Pero además de la repercusión mundial que tuvo el asunto, Salvador Dalí y su musa Gala vinieron a empeorar las cosas por pasarse de listos con sus surrealismos y sus excentricidades. Ocurrió lo siguiente: Dalí y Gala llegaron a Nueva York en plena ebullición del asunto, cuando ya se sabía la identidad del secuestrador y su destino, la silla eléctrica. El artista y su musa fueron invitados a una fiesta de disfraces y Gala llegó con aqueste atuendo: muy elegante de cuello para abajo, vestida de negro y marcando figura; y en la cabeza, sobre una gran cofia negra, una muñeca con una herida en la cabeza en la que Dalí pintó muchas hormigas. Parecía, y de hecho era, la representación del cadáver del hijo de Lindbergh.
La que se montó fue de órdago. Era la provocación por la provocación, un guiño de Dalí a sus compañeros surrealistas de París. Pero como la repercusión fue tan enorme, Dalí tuvo que medio disculparse en Nueva York y decir que su disfraz nada tenía que ver con el secuestro del niño. Pero entonces los que se enfadaron fueron los surrealistas, sobre todo André Breton, porque Dalí había renegado en público de un acto provocador. Así eran los surrealistas y así era Dalí: capaz de cualquier cosa con tal de salir en los papeles y abrirse paso en Estados Unidos.

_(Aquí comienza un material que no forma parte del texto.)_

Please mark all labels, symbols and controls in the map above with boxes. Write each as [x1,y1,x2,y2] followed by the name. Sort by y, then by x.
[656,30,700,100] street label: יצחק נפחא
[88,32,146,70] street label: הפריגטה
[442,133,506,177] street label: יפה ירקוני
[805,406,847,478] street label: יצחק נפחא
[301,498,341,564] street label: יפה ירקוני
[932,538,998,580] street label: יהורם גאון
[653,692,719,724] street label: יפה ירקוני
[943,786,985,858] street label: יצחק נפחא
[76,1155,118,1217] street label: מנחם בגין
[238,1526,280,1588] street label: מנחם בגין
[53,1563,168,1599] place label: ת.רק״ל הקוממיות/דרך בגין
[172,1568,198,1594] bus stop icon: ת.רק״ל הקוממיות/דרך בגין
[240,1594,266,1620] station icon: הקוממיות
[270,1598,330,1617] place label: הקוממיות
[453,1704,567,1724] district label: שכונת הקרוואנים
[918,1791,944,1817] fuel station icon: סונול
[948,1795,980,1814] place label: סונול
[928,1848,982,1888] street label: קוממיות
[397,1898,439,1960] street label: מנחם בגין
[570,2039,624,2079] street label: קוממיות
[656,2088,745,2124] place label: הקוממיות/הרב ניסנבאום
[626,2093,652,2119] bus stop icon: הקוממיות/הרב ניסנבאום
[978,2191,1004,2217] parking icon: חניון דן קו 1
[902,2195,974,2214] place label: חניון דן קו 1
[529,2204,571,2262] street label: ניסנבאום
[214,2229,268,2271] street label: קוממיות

Hace casi ciento cuarenta años, en la madrugada del 12 de marzo de 1870, se produjo uno de los episodios más tontos de este país en la lucha por el trono. Dos duques se retaron en duelo: Enrique de Borbón, duque de Sevilla, y Antonio de Orleans, duque de Montpensier. Los dos eran cuñados de Isabel II, porque uno era hermano del marido de la reina y el otro estaba casado con la hermana de Isabel. Para más inri, los dos duques eran primos y no se soportaban.
Tras la caída de Isabel II llegó la mayor bronca entre ellos. Se insultaron en público, se acusaron de traidores y acabaron batiéndose en duelo. Enrique de Borbón murió de un disparo, pero aquel tiro también fue el suicidio político del asesino, Antonio de Orleans.
Para entender este tremendo lío familiar y político hay que irse al destronamiento de Isabel II con la revolución de 1868, conocida como la Gloriosa. Antonio de Orleans, el duque de Montpensier, era un conspirador y de hecho financió y participó en el derrocamiento de su cuñada. Con Isabel II en el exilio, se planteó si España optaba por la república o por una monarquía renovada, sin Borbones, y como aspirante al trono se colocó el duque de Montpensier. Su primo, el duque de Sevilla, dijo que por ahí no pasaba, y comenzó entre ambos un cruce de acusaciones y manifiestos en periódicos franceses, ingleses y españoles en los que se ponían a caldo.
Llegó un momento en que Antonio de Orleans retó en duelo a su primo Enrique de Borbón, que, por supuesto, aceptó. Y aceptó porque dijo: «Si yo le mato, no será rey de España y si él me mata, tampoco será rey». Y así ocurrió. El duelo fue en Madrid. Cada uno disparó dos veces, pero no se dieron. El tercer disparo de Enrique de Borbón rozó el brazo de Antonio de Orleans, y el tercer tiro de Antonio mató a Enrique. La profecía se cumplió. El duque de Sevilla fue enterrado y el de Montpensier vio sepultadas definitivamente sus aspiraciones al trono.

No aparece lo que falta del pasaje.